That Jumping Story...
J'adore lire Dan de Lost Garden. Son dernier talk commence par une histoire d'horreur d'un autre temps (enfin, j'espère), puis revient sur certains principes de GD qui lui sont cher ^_^
Not so long ago there was an experienced team, working with a known platform, and a known engine. They had just scored a popular girl friendly license valued at roughly $160 million. Their game had the potential to hit as big as Pokemon or Nintendogs.
The designer ignored all this. You see, he had always wanted to make a Zelda clone...one with the critical element that has always been missing from all Zelda games: Hardcore jumping puzzles.
If the team missed the milestones, the penalties were extreme. So they crunched in happy little silos of artists, level designers and programmers, all in accordance to a strict production schedule. It was the only possible way to get all the specified content done in time for the looming holiday ship date.

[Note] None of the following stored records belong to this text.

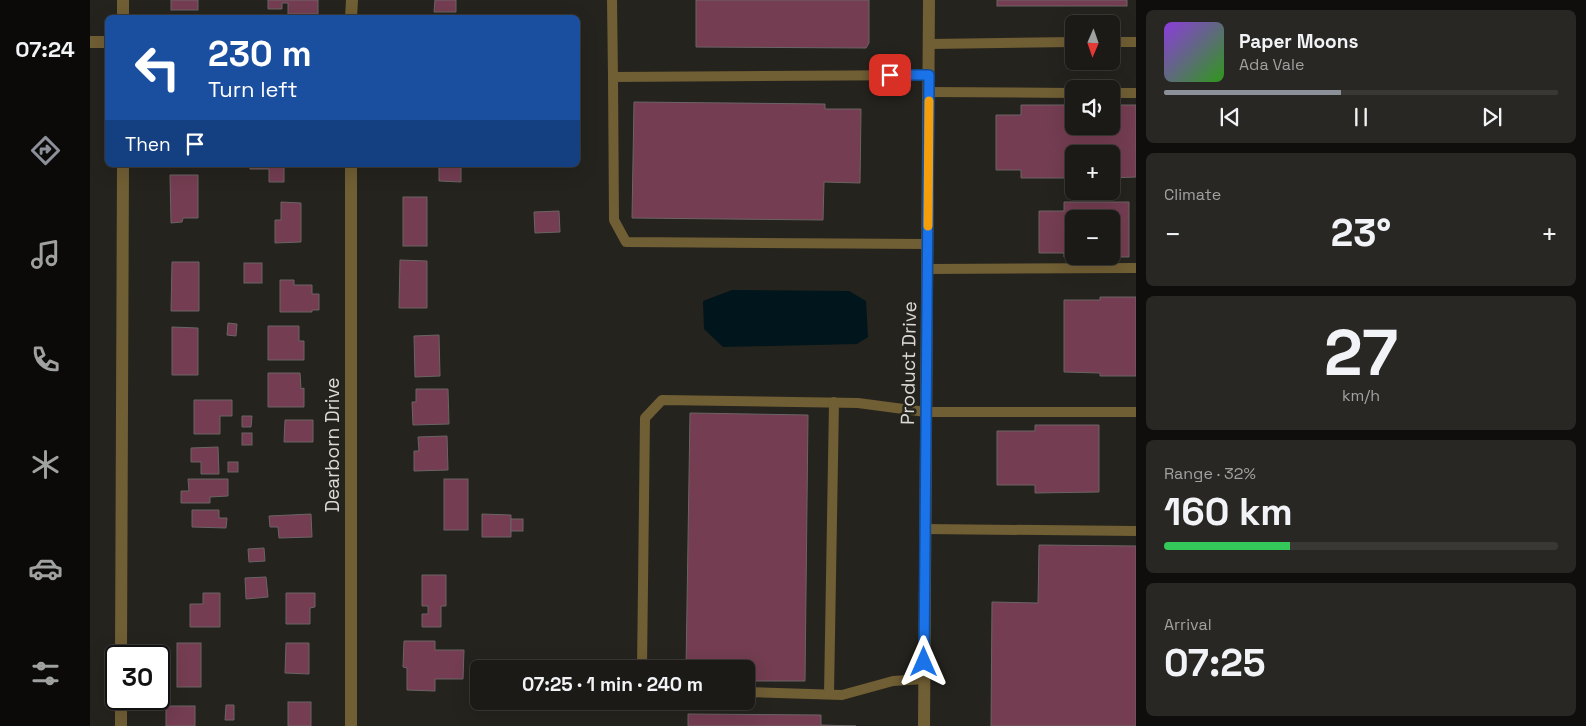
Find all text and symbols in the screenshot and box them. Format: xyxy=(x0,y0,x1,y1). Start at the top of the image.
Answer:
north arrow xyxy=(1065,15,1120,70)
map controls xyxy=(1065,15,1120,265)
text: Paper Moons xyxy=(1239,29,1358,54)
text: 230 m xyxy=(208,32,312,76)
text: 07:24 xyxy=(15,35,75,63)
icon: left xyxy=(125,35,190,100)
pin xyxy=(869,54,911,96)
text: Ada Vale xyxy=(1239,54,1304,75)
icon: arrive xyxy=(876,61,904,89)
text: Turn left xyxy=(208,75,298,103)
button: sound xyxy=(1065,80,1120,135)
icon: previous xyxy=(1216,103,1244,131)
icon: pause xyxy=(1347,103,1375,131)
icon: next xyxy=(1478,103,1506,131)
icon: arrive xyxy=(181,130,209,158)
text: Then xyxy=(125,132,171,157)
icon: directions xyxy=(28,133,63,168)
button: + xyxy=(1065,145,1120,200)
text: Climate xyxy=(1164,184,1221,205)
text: 23° xyxy=(1331,209,1391,257)
button: − xyxy=(1065,210,1120,265)
text: − xyxy=(1164,216,1181,252)
text: + xyxy=(1541,216,1558,252)
icon: music xyxy=(28,237,63,272)
street label: Product Drive xyxy=(895,301,922,425)
text: 27 xyxy=(1324,311,1398,394)
icon: phone xyxy=(28,342,63,377)
street label: Dearborn Drive xyxy=(320,377,345,513)
text: km/h xyxy=(1342,385,1380,406)
icon: climate xyxy=(28,447,63,482)
text: Range · 32% xyxy=(1164,463,1256,484)
text: 160 km xyxy=(1164,488,1293,536)
icon: car xyxy=(28,551,63,586)
text: Arrival xyxy=(1164,614,1212,635)
position arrow xyxy=(897,635,949,687)
text: 07:25 xyxy=(1164,639,1266,687)
speed limit sign: 30 xyxy=(105,645,170,710)
icon: filters xyxy=(28,656,63,691)
text: 07:25 · 1 min · 240 m xyxy=(522,672,703,697)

Uh oh. They relied heavily on laboriously constructed jumping puzzles tuned to the old jump mechanics. The last few levels of the game were massively broken.

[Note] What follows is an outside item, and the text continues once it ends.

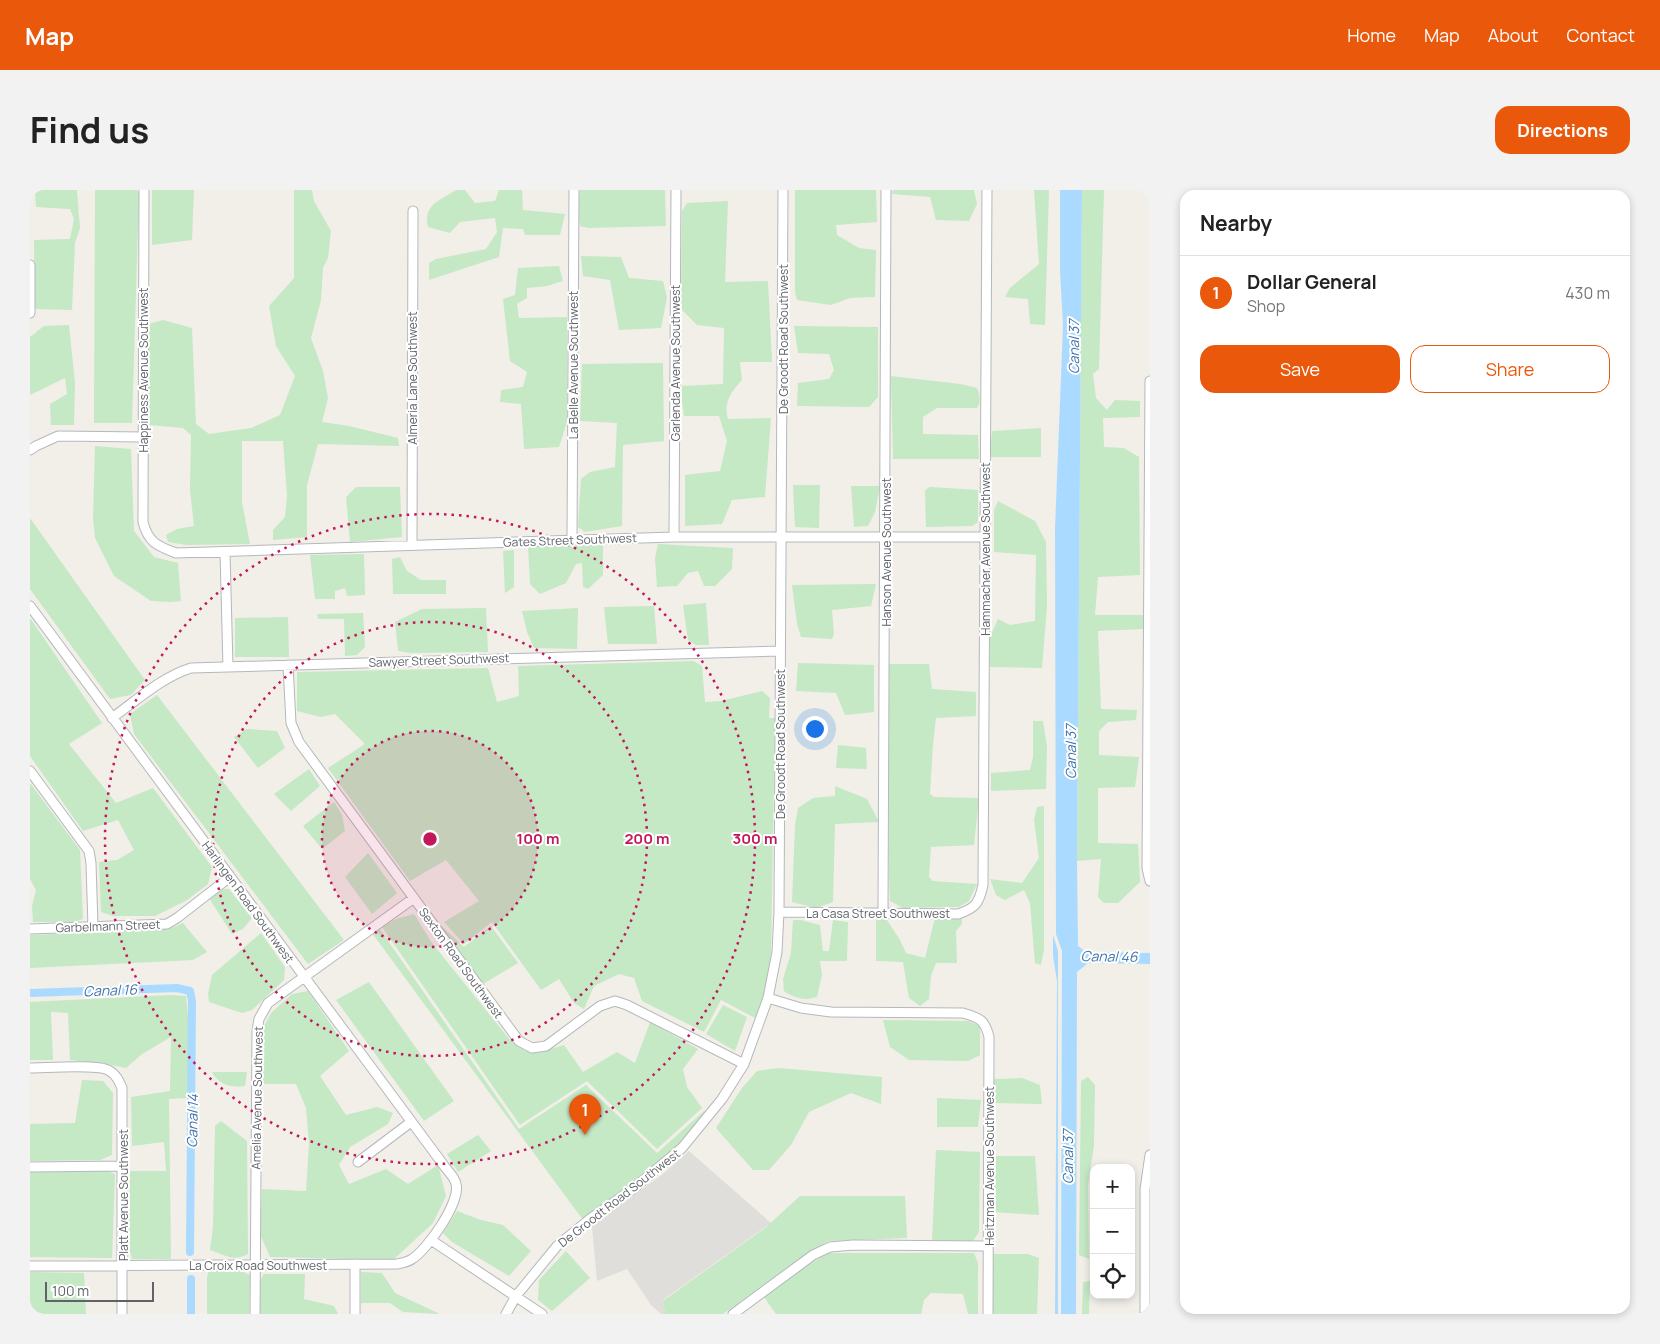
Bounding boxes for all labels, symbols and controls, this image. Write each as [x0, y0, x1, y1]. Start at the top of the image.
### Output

Surprise, surprise, the end result wasn’t a very good game. It received miserable scores, but even worse, the core audience who would have bought it on the license alone was completely alienated by the design decisions.

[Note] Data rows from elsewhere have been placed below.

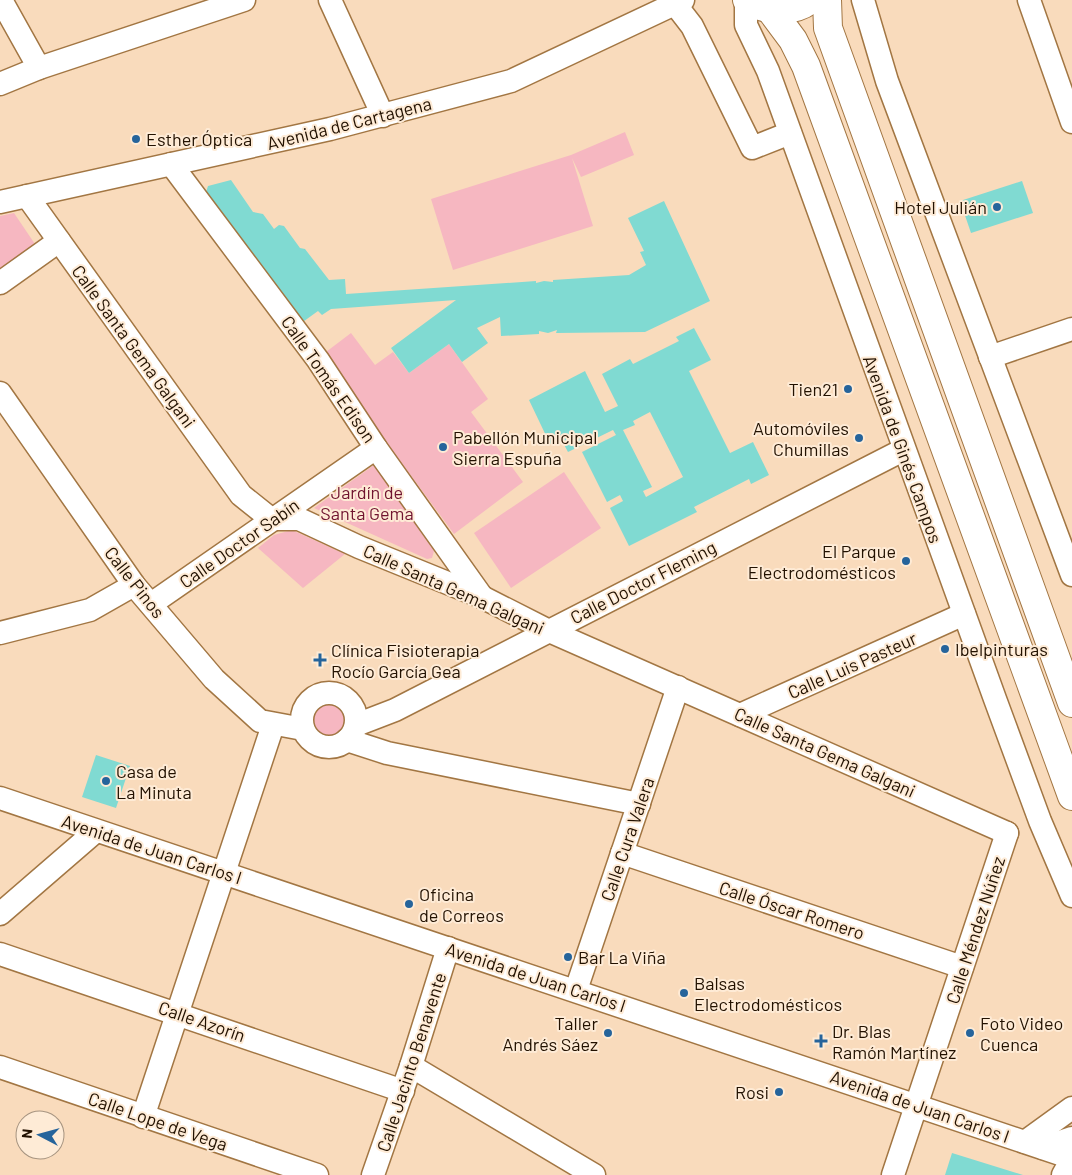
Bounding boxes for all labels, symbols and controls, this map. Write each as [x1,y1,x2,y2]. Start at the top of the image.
street label: Avenida de Cartagena [264,92,434,154]
place label: Esther Óptica [146,128,252,150]
marker: Esther Óptica [130,133,142,145]
place label: Hotel Julián [894,196,987,218]
marker: Hotel Julián [991,201,1003,213]
street label: Calle Santa Gema Galgani [68,260,200,432]
street label: Calle Tomás Edison [277,311,381,447]
street label: Avenida de Ginés Campos [859,352,947,546]
place label: Tien21 [788,378,838,400]
marker: Tien21 [842,383,854,395]
place label: Automóviles Chumillas [753,417,849,460]
place label: Pabellón Municipal Sierra Espuña [453,426,597,469]
marker: Automóviles Chumillas [853,432,865,444]
marker: Pabellón Municipal Sierra Espuña [437,441,449,453]
park label: Jardín de Santa Gema [320,481,414,524]
street label: Calle Doctor Sabín [175,494,303,592]
street label: Calle Doctor Fleming [566,536,720,628]
street label: Calle Santa Gema Galgani [360,539,548,639]
place label: El Parque Electrodomésticos [748,540,896,583]
street label: Calle Pinos [100,542,170,622]
marker: El Parque Electrodomésticos [900,555,912,567]
street label: Calle Luis Pasteur [784,627,920,703]
place label: Ibelpinturas [955,638,1048,660]
place label: Clínica Fisioterapia Rocío García Gea [331,639,479,682]
marker: Ibelpinturas [939,643,951,655]
marker: Clínica Fisioterapia Rocío García Gea [313,653,327,667]
street label: Calle Santa Gema Galgani [731,702,919,802]
place label: Casa de La Minuta [116,760,192,803]
street label: Calle Cura Valera [595,774,659,904]
marker: Casa de La Minuta [100,775,112,787]
street label: Avenida de Juan Carlos I [59,809,245,889]
street label: Calle Méndez Núñez [941,853,1009,1007]
street label: Calle Óscar Romero [717,876,867,944]
place label: Oficina de Correos [419,883,504,926]
marker: Oficina de Correos [403,898,415,910]
street label: Avenida de Juan Carlos I [443,937,629,1017]
place label: Bar La Viña [578,946,666,968]
marker: Bar La Viña [562,951,574,963]
street label: Calle Jacinto Benavente [372,969,450,1155]
place label: Balsas Electrodomésticos [694,972,842,1015]
marker: Balsas Electrodomésticos [678,987,690,999]
street label: Calle Azorín [156,996,248,1046]
place label: Taller Andrés Sáez [502,1012,598,1055]
place label: Foto Video Cuenca [980,1012,1063,1055]
place label: Dr. Blas Ramón Martínez [832,1020,956,1063]
marker: Taller Andrés Sáez [602,1027,614,1039]
marker: Foto Video Cuenca [964,1027,976,1039]
marker: Dr. Blas Ramón Martínez [814,1034,828,1048]
street label: Avenida de Juan Carlos I [827,1065,1013,1147]
place label: Rosi [735,1081,769,1103]
marker: Rosi [773,1086,785,1098]
street label: Calle Lope de Vega [86,1087,230,1155]
north arrow [15,1110,65,1160]
text: N [18,1128,36,1139]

They wanted to befriend and grow cute little animals. They didn't want to die repeatedly while being attacked by spiky monsters while scrambling through military obstacle courses.
When the licensee pulled out of the sequel, the team collapsed. The human cost was immense. Home were lost, families relocated, many were so burnt out on game development they left the industry permanently, their passion crushed.